- **Problem description**
For this task, copy the data that follows exactly, keeping every character.

- **Exercise data**
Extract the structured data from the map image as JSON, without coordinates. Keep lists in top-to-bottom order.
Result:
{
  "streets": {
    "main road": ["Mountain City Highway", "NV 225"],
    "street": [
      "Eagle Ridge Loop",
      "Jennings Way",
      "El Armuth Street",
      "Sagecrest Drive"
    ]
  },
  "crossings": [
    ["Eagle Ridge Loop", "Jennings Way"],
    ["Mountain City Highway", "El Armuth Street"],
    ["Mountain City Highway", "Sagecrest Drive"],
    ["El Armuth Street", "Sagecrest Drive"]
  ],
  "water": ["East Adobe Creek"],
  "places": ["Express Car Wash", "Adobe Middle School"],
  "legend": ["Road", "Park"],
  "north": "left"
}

- **Response below**
Extract the structured data from the map image as JSON, without coordinates. Keep lists in top-to-bottom order.
Result:
{
  "streets": {
    "main road": ["Mountain City Highway", "NV 225"],
    "street": [
      "Eagle Ridge Loop",
      "Jennings Way",
      "El Armuth Street",
      "Sagecrest Drive"
    ]
  },
  "crossings": [
    ["Eagle Ridge Loop", "Jennings Way"],
    ["Mountain City Highway", "El Armuth Street"],
    ["Mountain City Highway", "Sagecrest Drive"],
    ["El Armuth Street", "Sagecrest Drive"]
  ],
  "water": ["East Adobe Creek"],
  "places": ["Express Car Wash", "Adobe Middle School"],
  "legend": ["Road", "Park"],
  "north": "left"
}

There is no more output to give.